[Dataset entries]
# # # # #
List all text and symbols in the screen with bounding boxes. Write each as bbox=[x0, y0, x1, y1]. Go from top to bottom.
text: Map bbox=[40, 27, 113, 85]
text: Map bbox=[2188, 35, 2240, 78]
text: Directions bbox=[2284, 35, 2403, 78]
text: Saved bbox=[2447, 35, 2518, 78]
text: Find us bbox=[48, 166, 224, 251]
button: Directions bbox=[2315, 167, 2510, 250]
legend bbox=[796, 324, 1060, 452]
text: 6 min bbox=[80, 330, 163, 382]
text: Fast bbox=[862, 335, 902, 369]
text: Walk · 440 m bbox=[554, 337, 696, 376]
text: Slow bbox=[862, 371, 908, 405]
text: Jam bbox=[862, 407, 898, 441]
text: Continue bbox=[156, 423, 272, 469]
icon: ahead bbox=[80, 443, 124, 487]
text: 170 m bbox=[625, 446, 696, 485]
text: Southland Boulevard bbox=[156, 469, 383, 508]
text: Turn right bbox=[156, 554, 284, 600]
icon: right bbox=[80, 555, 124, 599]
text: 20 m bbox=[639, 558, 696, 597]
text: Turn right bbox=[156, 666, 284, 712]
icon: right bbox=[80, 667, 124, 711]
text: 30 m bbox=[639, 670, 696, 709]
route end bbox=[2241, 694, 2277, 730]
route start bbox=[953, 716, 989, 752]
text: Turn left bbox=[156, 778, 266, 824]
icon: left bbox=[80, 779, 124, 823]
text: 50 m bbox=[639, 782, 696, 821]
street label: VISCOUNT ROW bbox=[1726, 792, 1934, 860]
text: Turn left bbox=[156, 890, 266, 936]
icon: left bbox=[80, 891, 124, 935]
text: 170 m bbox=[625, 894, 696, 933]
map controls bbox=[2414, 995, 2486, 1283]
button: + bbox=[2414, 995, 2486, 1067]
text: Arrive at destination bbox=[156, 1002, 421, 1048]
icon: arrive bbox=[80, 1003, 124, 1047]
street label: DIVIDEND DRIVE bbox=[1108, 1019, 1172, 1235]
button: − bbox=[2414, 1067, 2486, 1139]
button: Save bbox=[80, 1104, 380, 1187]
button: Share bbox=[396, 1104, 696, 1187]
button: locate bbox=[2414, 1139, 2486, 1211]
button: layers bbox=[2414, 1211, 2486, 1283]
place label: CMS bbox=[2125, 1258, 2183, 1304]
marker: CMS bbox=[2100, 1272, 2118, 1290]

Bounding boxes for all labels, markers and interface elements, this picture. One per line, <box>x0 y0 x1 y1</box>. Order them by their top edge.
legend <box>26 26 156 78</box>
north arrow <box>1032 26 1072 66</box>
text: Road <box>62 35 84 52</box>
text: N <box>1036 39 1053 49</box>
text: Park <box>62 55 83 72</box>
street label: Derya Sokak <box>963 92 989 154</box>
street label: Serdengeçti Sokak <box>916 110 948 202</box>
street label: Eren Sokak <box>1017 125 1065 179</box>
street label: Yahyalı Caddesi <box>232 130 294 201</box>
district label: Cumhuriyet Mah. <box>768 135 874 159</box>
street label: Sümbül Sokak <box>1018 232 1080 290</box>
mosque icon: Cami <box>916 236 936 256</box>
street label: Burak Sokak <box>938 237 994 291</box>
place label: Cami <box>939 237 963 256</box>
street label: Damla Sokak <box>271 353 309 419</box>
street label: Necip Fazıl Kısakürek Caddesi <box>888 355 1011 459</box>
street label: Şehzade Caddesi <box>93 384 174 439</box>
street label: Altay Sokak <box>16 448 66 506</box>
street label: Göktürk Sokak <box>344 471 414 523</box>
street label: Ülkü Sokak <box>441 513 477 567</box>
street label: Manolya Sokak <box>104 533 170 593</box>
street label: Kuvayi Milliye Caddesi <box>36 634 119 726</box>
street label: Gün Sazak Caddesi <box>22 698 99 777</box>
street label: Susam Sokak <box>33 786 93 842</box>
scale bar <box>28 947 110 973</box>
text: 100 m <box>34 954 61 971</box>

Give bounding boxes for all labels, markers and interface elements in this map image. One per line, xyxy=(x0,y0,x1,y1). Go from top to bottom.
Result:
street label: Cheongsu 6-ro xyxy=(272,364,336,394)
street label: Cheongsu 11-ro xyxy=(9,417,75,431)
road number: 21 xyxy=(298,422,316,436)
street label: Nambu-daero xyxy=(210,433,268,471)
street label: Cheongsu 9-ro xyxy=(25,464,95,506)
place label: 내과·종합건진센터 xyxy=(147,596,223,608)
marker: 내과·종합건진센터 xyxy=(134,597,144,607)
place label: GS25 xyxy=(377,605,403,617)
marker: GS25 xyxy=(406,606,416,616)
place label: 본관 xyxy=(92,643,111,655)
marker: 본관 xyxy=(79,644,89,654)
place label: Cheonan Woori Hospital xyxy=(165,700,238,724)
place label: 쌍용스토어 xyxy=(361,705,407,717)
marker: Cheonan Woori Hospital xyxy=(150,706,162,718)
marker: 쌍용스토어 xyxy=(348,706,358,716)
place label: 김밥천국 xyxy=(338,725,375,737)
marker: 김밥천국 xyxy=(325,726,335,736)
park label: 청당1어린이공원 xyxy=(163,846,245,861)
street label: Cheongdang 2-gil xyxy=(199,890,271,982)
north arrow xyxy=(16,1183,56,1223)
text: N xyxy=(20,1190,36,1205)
# # # # #
> _WORK INSTRUCTION_: Search the records for the string "place" and return every line in which it occurs.

> _EXERCISE RESULT_:
place label: CMS bbox=[2125, 1258, 2183, 1304]
place label: Cami <box>939 237 963 256</box>
place label: 내과·종합건진센터 xyxy=(147,596,223,608)
place label: GS25 xyxy=(377,605,403,617)
place label: 본관 xyxy=(92,643,111,655)
place label: Cheonan Woori Hospital xyxy=(165,700,238,724)
place label: 쌍용스토어 xyxy=(361,705,407,717)
place label: 김밥천국 xyxy=(338,725,375,737)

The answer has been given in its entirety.